La veneración a la patrona se extiende con profunda fe a lo largo de los estados Nueva Esparta, Anzoátegui, Monagas, Sucre, Delta Amacuro y Bolívar, e incluso trasciende fronteras hasta países como Argentina, donde se le conoce como la Virgen Negra
Cultura.- Cada 8 de septiembre, la Iglesia Católica y la comunidad mariana celebran la festividad de Nuestra Señora del Valle, advocación reconocida como la santa patrona del oriente venezolano, de los marineros, de los pescadores y de la Armada Bolivariana.
La veneración a la patrona se extiende con profunda fe a lo largo de los estados Nueva Esparta, Anzoátegui, Monagas, Sucre, Delta Amacuro y Bolívar, e incluso trasciende fronteras hasta países como Argentina, donde se le conoce como la Virgen Negra.
La historia de esta devoción comenzó durante la época colonial con la llegada desde España de una imagen de la Virgen María conocida inicialmente como “La Purísima”, instalada en la isla de Cubagua. Luego de que un huracán devastara el lugar en 1542, la escultura fue hallada intacta y posteriormente trasladada a la isla de Margarita, específicamente a El Valle del Espíritu Santo, sitio donde el pueblo comenzó a llamarla Virgen del Valle o, de manera afectuosa, “Vallita”.
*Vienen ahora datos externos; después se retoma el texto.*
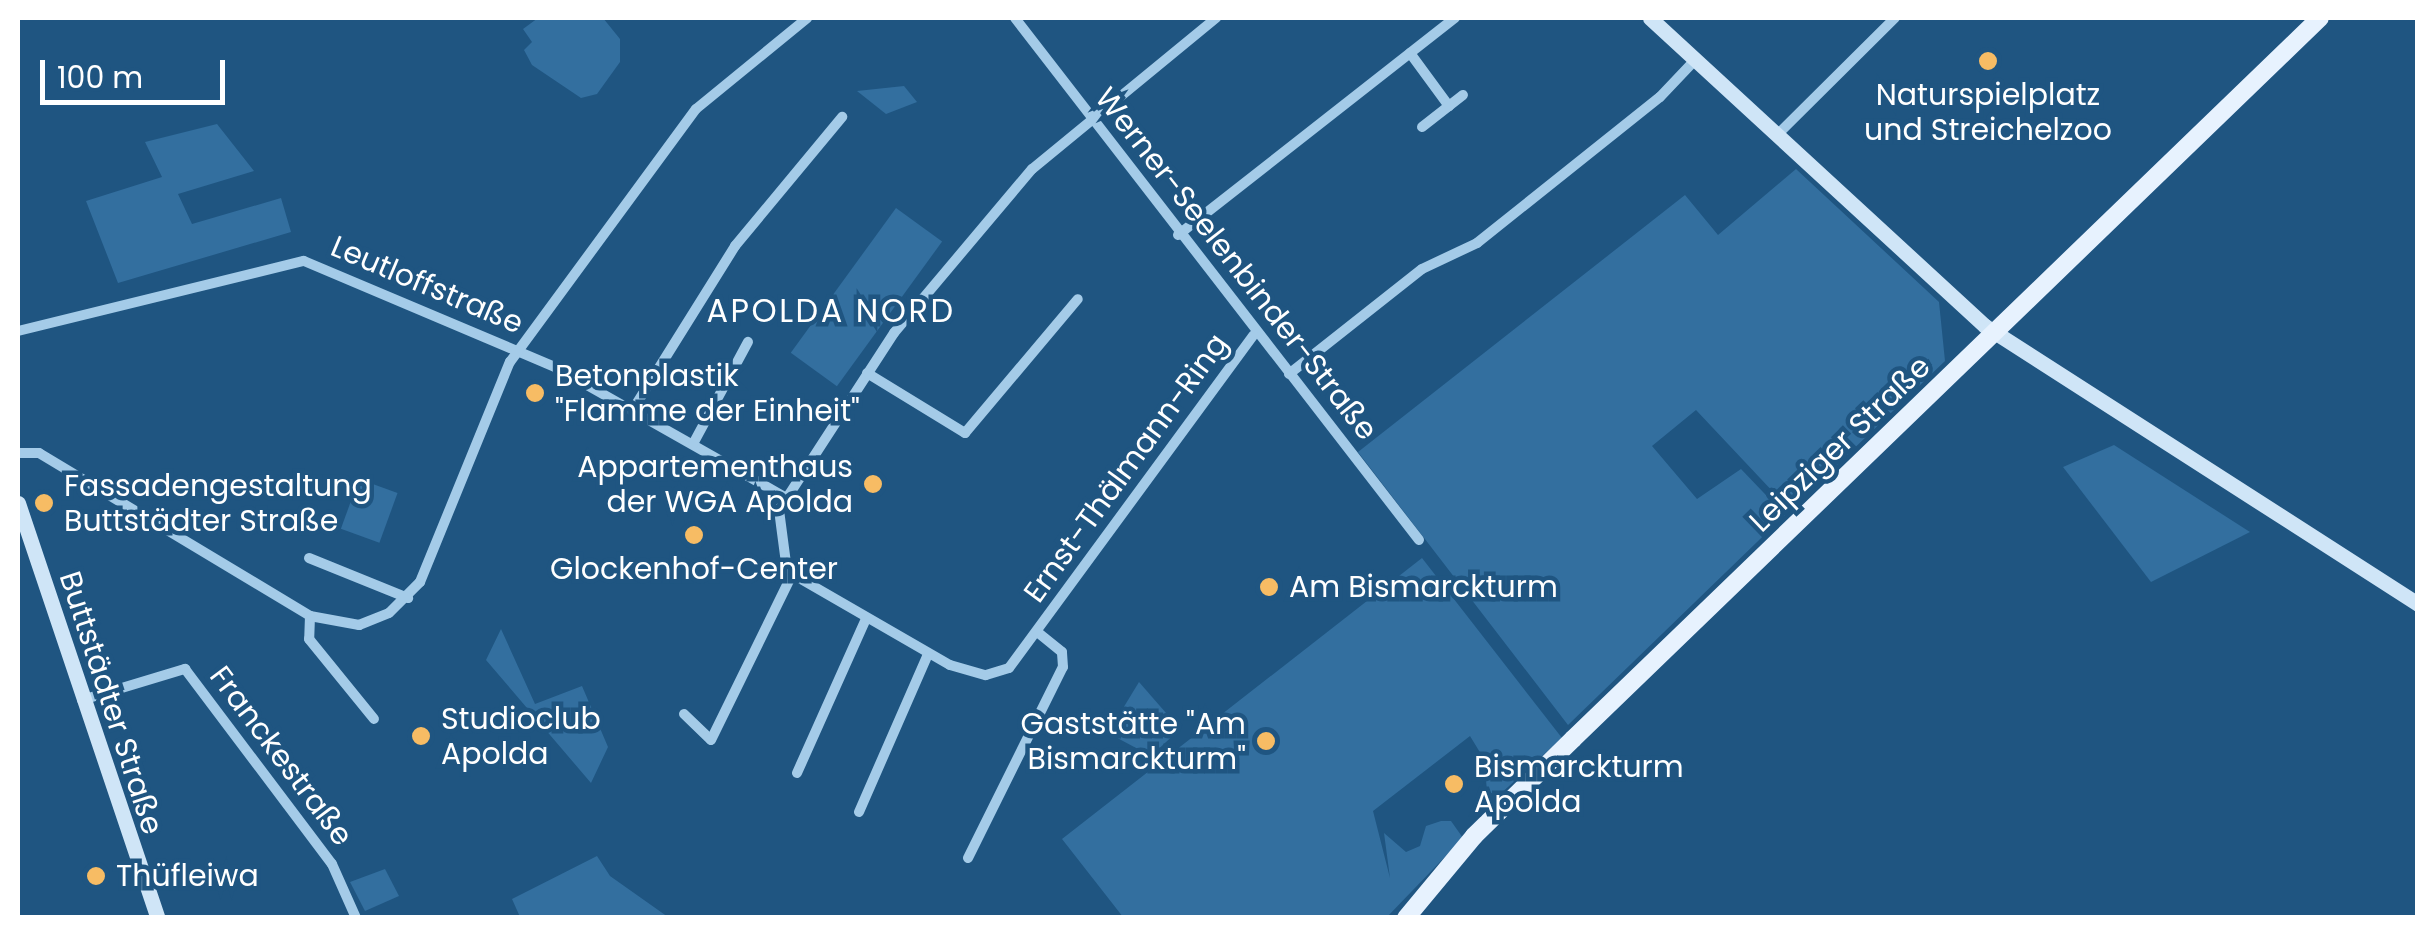 <!DOCTYPE html>
<html>
<head>
<meta charset="utf-8">
<style>
  body { margin:0 }
  #map { position:relative; width:2435px; height:935px; overflow:hidden; background:#1f5581; font-family:Poppins,sans-serif }
  div>[style] { position:absolute }
  [style*='--x'] { left:calc(var(--x)*1px); top:calc(var(--y)*1px); width:calc(var(--w)*1px); rotate:calc(var(--a)*1deg) }
  .green>* { inset:0; background:#336f9f; transform-origin:0 0 }
  .street>* { height:10px; margin:-5px; padding:0 5px; transform-origin:5px; border-radius:5px; background:#a4cbe8 }
  .secondary>* { height:15px; margin:-7.5px; padding:0 7.5px; transform-origin:7.5px; border-radius:7.5px; background:#cfe5f7 }
  .primary>* { height:18px; margin:-9px; padding:0 9px; transform-origin:9px; border-radius:9px; background:#e7f2fe }
  .dots>* { width:28px; height:28px; translate:-50% -50%; box-sizing:border-box; border:5px solid #1f5581; border-radius:50% }
  span { translate:-50% -50%; white-space:nowrap; text-align:center; line-height:1.15; -webkit-text-stroke:9px #1f5581; paint-order:stroke }
  .poi-label { font-size:30px; color:#fff }
  .left { translate:0 -50%; text-align:left }
  .right { translate:-100% -50%; text-align:right }
  .street-label { font-size:30px; color:#fff }
  .neighbourhood-label { font-size:32px; color:#fff; letter-spacing:2.5px }
  .frame { position:absolute; inset:0; border:20px solid #fff; pointer-events:none }
  .scale { position:absolute; left:40px; top:60px; width:185px; height:45px; box-sizing:border-box; border:5px solid #fff; border-top:0; padding-left:12px; font-size:30px; line-height:35px; white-space:nowrap; color:#fff; -webkit-text-stroke:8px #1f5581; paint-order:stroke }
</style>
</head>
<body>
<div id="map">
  <div class="green">
    <div style="clip-path:polygon(538px 18px,603px 18px,620px 39px,620px 62px,597px 94px,581px 98px,532px 65px,524px 50px,532px 42px,523px 29px)"></div>
    <div style="clip-path:polygon(904px 86px,917px 102px,886px 114px,857px 91px)"></div>
    <div style="clip-path:polygon(217px 124px,254px 171px,178px 194px,192px 224px,281px 198px,291px 232px,118px 283px,86px 201px,162px 177px,145px 142px)"></div>
    <div style="clip-path:polygon(1796px 169px,1939px 302px,1945px 361px,1790px 510px,1696px 410px,1652px 446px,1697px 499px,1741px 469px,1785px 515px,1568px 725px,1358px 452px,1685px 195px,1718px 235px)"></div>
    <div style="left:896px;top:208px;width:57px;height:179px;rotate:36deg"></div>
    <div style="clip-path:polygon(2114px 445px,2250px 532px,2151px 582px,2063px 467px)"></div>
    <div style="left:359px;top:479px;width:41px;height:53px;rotate:20deg"></div>
    <div style="clip-path:polygon(1422px 558px,1562px 738px,1498px 796px,1487px 791px,1484px 759px,1470px 736px,1373px 811px,1390px 878px,1384px 833px,1406px 852px,1420px 846px,1426px 826px,1441px 821px,1451px 821px,1463px 838px,1387px 917px,1123px 917px,1062px 839px)"></div>
    <div style="clip-path:polygon(501px 629px,535px 704px,582px 686px,608px 747px,591px 783px,486px 660px)"></div>
    <div style="clip-path:polygon(1139px 682px,1180px 729px,1151px 756px,1108px 733px)"></div>
    <div style="clip-path:polygon(597px 856px,610px 876px,668px 917px,520px 917px,512px 899px)"></div>
    <div style="clip-path:polygon(385px 869px,399px 896px,365px 911px,350px 882px)"></div>
  </div>
  <div class="street">
    <div style="--x:1015;--y:18;--w:660;--a:52.26"></div>
    <div style="--x:1216;--y:18;--w:238;--a:140.6"></div>
    <div style="--x:1032;--y:169;--w:214;--a:130.1"></div>
    <div style="--x:894;--y:333;--w:211;--a:123"></div>
    <div style="--x:779;--y:510;--w:62;--a:82.5"></div>
    <div style="--x:787;--y:571;--w:188;--a:30"></div>
    <div style="--x:950;--y:665;--w:37;--a:16"></div>
    <div style="--x:986;--y:675;--w:24;--a:-17"></div>
    <div style="--x:1009;--y:668;--w:413;--a:-53.7"></div>
    <div style="--x:1410;--y:53;--w:66;--a:53.7"></div>
    <div style="--x:1422;--y:127;--w:52;--a:-38"></div>
    <div style="--x:1777;--y:135;--w:166;--a:-44.8"></div>
    <div style="--x:1178;--y:235;--w:352;--a:-38.1"></div>
    <div style="--x:18;--y:331;--w:294;--a:-13.8"></div>
    <div style="--x:304;--y:261;--w:272;--a:22.9"></div>
    <div style="--x:555;--y:367;--w:264;--a:29.5"></div>
    <div style="--x:867;--y:373;--w:115;--a:31.5"></div>
    <div style="--x:965;--y:433;--w:175;--a:-49.9"></div>
    <div style="--x:1289;--y:374;--w:169;--a:-38.3"></div>
    <div style="--x:1422;--y:269;--w:61;--a:-25.3"></div>
    <div style="--x:1477;--y:243;--w:234;--a:-38.6"></div>
    <div style="--x:1660;--y:97;--w:52;--a:-46.5"></div>
    <div style="--x:632;--y:411;--w:195;--a:-58"></div>
    <div style="--x:735;--y:246;--w:168;--a:-50.3"></div>
    <div style="--x:693;--y:444;--w:116;--a:-61.7"></div>
    <div style="--x:18;--y:453;--w:21;--a:0"></div>
    <div style="--x:39;--y:453;--w:316;--a:31"></div>
    <div style="--x:310;--y:616;--w:50;--a:10.4"></div>
    <div style="--x:359;--y:625;--w:32;--a:-22"></div>
    <div style="--x:389;--y:613;--w:44;--a:-45"></div>
    <div style="--x:420;--y:582;--w:238;--a:-67.8"></div>
    <div style="--x:510;--y:362;--w:314;--a:-53.7"></div>
    <div style="--x:696;--y:109;--w:144;--a:-39.3"></div>
    <div style="--x:309;--y:558;--w:107;--a:22"></div>
    <div style="--x:310;--y:616;--w:23;--a:92"></div>
    <div style="--x:309;--y:639;--w:103;--a:50.9"></div>
    <div style="--x:82;--y:700;--w:108;--a:-16.8"></div>
    <div style="--x:185;--y:669;--w:244;--a:53"></div>
    <div style="--x:332;--y:864;--w:59;--a:66"></div>
    <div style="--x:684;--y:714;--w:37;--a:44"></div>
    <div style="--x:711;--y:740;--w:182;--a:-63.9"></div>
    <div style="--x:797;--y:773;--w:169;--a:-65.9"></div>
    <div style="--x:859;--y:812;--w:172;--a:-66.4"></div>
    <div style="--x:968;--y:858;--w:213;--a:-63.6"></div>
    <div style="--x:1063;--y:667;--w:15;--a:-94"></div>
    <div style="--x:1062;--y:652;--w:32;--a:-141"></div>
  </div>
  <div class="secondary">
    <div style="--x:1650;--y:18;--w:455;--a:42.6"></div>
    <div style="--x:1985;--y:326;--w:515;--a:32.7"></div>
    <div style="--x:18;--y:503;--w:438;--a:71.4"></div>
  </div>
  <div class="primary">
    <div style="--x:1406;--y:918;--w:107;--a:-50.3"></div>
    <div style="--x:1474;--y:836;--w:139;--a:-44.4"></div>
    <div style="--x:1573;--y:739;--w:1038;--a:-43.99"></div>
  </div>
  <div class="dots">
    <div style="left:1988px;top:61px;background:#f7bc64"></div>
    <div style="left:535px;top:393px;background:#f7bc64"></div>
    <div style="left:873px;top:484px;background:#f7bc64"></div>
    <div style="left:44px;top:503px;background:#f7bc64"></div>
    <div style="left:694px;top:535px;background:#f7bc64"></div>
    <div style="left:1269px;top:587px;background:#f7bc64"></div>
    <div style="left:421px;top:736px;background:#f7bc64"></div>
    <div style="left:1266px;top:741px;background:#f7bc64"></div>
    <div style="left:1454px;top:784px;background:#f7bc64"></div>
    <div style="left:96px;top:876px;background:#f7bc64"></div>
  </div>
  <div class="poi-label">
    <span style="left:1988px;top:112px">Naturspielplatz<br>und Streichelzoo</span>
    <span class="left" style="left:555px;top:393px">Betonplastik<br>"Flamme der Einheit"</span>
    <span class="right" style="left:853px;top:484px">Appartementhaus<br>der WGA Apolda</span>
    <span class="left" style="left:64px;top:503px">Fassadengestaltung<br>Buttstädter Straße</span>
    <span style="left:694px;top:569px">Glockenhof-Center</span>
    <span class="left" style="left:1289px;top:587px">Am Bismarckturm</span>
    <span class="left" style="left:441px;top:736px">Studioclub<br>Apolda</span>
    <span class="right" style="left:1246px;top:741px">Gaststätte "Am<br>Bismarckturm"</span>
    <span class="left" style="left:1474px;top:784px">Bismarckturm<br>Apolda</span>
    <span class="left" style="left:116px;top:876px">Thüfleiwa</span>
  </div>
  <div class="street-label">
    <span style="left:1236px;top:264px;rotate:52deg">Werner-Seelenbinder-Straße</span>
    <span style="left:427px;top:285px;rotate:23deg">Leutloffstraße</span>
    <span style="left:1840px;top:444px;rotate:-44deg">Leipziger Straße</span>
    <span style="left:1126px;top:468px;rotate:-54deg">Ernst-Thälmann-Ring</span>
    <span style="left:111px;top:703px;rotate:72deg">Buttstädter Straße</span>
    <span style="left:281px;top:756px;rotate:53deg">Franckestraße</span>
  </div>
  <div class="neighbourhood-label">
    <span style="left:831px;top:311px">APOLDA NORD</span>
  </div>
  <div class="frame"></div>
  <div class="scale">100 m</div>
</div>
</body>
</html>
Celebraciones en conmemoración a la Madre
En Venezuela, las festividades patronales incluyen el rezo previo de la novena, una multitudinaria procesión en su lugar de asentamiento original y una solemne eucaristía concelebrada por los obispos de la región oriental.
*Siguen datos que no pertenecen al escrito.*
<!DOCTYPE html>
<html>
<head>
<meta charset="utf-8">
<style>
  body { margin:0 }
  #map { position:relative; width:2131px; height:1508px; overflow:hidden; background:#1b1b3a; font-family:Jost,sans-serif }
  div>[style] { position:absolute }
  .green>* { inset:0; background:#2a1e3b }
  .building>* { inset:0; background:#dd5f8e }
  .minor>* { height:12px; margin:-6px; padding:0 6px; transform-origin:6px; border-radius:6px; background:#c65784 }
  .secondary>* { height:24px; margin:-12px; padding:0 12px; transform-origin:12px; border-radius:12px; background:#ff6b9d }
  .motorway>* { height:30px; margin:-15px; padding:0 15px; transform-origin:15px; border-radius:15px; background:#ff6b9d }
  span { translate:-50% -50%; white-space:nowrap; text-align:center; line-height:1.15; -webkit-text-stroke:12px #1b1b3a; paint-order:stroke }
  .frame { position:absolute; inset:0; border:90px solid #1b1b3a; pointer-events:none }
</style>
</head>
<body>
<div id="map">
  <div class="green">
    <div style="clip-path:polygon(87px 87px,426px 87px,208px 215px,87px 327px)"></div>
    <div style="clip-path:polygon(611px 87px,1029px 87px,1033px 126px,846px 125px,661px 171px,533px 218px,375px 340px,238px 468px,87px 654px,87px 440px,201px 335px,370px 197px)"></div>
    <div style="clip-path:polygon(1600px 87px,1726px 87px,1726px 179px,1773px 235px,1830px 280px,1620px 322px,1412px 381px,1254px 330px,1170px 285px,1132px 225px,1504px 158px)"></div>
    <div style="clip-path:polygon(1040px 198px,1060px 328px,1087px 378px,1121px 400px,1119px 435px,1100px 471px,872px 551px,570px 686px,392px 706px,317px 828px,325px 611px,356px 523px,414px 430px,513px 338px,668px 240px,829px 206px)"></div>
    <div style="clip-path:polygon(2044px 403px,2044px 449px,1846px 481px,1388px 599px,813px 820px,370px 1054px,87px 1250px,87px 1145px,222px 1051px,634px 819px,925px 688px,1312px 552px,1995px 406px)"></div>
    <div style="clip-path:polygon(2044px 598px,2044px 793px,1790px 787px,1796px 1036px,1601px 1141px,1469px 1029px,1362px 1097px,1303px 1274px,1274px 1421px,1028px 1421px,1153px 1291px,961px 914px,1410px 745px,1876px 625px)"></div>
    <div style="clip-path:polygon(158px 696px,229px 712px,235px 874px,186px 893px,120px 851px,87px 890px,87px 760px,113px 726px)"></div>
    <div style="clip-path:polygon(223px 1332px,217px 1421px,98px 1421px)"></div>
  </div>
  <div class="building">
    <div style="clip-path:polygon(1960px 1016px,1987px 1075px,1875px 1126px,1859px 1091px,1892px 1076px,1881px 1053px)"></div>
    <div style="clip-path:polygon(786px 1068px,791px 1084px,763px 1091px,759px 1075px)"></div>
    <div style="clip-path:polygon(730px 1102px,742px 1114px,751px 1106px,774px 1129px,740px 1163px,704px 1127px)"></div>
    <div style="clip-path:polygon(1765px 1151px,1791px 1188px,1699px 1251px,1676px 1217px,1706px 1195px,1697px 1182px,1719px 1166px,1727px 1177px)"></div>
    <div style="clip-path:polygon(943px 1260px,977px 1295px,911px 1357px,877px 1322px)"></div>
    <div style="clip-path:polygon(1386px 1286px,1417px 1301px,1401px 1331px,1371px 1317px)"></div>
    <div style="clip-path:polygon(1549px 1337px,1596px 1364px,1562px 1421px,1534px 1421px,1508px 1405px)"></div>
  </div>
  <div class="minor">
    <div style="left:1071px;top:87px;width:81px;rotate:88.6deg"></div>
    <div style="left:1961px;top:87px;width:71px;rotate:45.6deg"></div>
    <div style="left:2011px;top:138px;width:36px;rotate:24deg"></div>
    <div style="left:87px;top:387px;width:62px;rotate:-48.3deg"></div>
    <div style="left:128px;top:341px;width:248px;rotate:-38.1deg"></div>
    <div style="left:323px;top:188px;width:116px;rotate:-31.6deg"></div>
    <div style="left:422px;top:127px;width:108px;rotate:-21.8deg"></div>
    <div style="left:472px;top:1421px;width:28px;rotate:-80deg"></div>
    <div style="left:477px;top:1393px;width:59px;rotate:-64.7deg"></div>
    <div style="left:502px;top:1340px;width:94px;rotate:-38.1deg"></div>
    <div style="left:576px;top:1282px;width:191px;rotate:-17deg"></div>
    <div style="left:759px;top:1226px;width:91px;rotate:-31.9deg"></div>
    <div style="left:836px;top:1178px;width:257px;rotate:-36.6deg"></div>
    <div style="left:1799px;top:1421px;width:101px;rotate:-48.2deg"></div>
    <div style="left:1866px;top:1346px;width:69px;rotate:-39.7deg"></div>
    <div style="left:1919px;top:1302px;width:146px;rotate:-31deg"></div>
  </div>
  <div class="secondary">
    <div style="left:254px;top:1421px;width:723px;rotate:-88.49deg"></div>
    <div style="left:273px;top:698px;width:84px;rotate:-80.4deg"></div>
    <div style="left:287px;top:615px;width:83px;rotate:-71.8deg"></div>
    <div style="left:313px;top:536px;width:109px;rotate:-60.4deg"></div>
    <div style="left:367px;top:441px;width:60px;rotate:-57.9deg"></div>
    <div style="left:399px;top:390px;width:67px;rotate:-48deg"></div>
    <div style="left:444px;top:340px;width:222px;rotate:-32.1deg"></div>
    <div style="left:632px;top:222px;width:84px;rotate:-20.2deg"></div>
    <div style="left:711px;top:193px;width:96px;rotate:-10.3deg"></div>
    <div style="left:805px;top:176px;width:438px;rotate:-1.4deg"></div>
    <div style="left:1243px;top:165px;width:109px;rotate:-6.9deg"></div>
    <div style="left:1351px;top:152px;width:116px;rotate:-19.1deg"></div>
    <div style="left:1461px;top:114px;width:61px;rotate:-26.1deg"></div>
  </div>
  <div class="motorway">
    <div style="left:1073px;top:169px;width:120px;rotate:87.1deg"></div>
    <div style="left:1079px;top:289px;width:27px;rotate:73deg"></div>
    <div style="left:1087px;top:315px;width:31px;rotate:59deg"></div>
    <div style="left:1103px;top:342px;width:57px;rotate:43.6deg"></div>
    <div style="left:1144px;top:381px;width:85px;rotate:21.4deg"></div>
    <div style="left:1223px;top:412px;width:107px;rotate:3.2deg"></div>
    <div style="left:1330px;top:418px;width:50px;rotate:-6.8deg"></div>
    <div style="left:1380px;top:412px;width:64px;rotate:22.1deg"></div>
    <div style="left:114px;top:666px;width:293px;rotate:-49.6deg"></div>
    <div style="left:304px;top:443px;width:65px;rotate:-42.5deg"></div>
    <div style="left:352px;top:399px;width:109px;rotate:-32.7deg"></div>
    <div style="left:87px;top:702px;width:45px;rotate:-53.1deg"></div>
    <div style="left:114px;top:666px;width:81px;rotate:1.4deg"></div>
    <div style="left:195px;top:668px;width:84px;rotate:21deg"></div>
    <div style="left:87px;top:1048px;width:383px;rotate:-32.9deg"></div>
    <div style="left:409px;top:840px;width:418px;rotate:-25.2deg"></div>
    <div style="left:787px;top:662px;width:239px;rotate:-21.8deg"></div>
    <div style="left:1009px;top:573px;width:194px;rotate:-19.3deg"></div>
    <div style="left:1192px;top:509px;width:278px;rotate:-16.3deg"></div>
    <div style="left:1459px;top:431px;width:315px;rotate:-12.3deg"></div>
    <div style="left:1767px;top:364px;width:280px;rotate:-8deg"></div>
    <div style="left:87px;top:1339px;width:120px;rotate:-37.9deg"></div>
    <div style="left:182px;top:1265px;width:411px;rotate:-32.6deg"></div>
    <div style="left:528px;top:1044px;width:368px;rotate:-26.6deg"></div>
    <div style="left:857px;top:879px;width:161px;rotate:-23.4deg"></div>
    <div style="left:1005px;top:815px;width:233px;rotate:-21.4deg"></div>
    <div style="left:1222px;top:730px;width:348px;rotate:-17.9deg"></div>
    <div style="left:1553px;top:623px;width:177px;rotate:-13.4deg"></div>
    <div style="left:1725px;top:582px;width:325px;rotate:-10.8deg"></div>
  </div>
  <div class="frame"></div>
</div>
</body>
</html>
De igual manera, las costas de Nueva Esparta, Sucre y Anzoátegui son escenario de una multitudinaria procesión marítima, donde más de 300 embarcaciones zarpan para rendir tributo a la patrona de los mares.
Como destaca la Conferencia Episcopal Venezolana, la imagen de la Virgen del Valle representa un pilar de fe, costumbres y unidad espiritual para la región, recordando a los creyentes el amparo maternal en sus oraciones.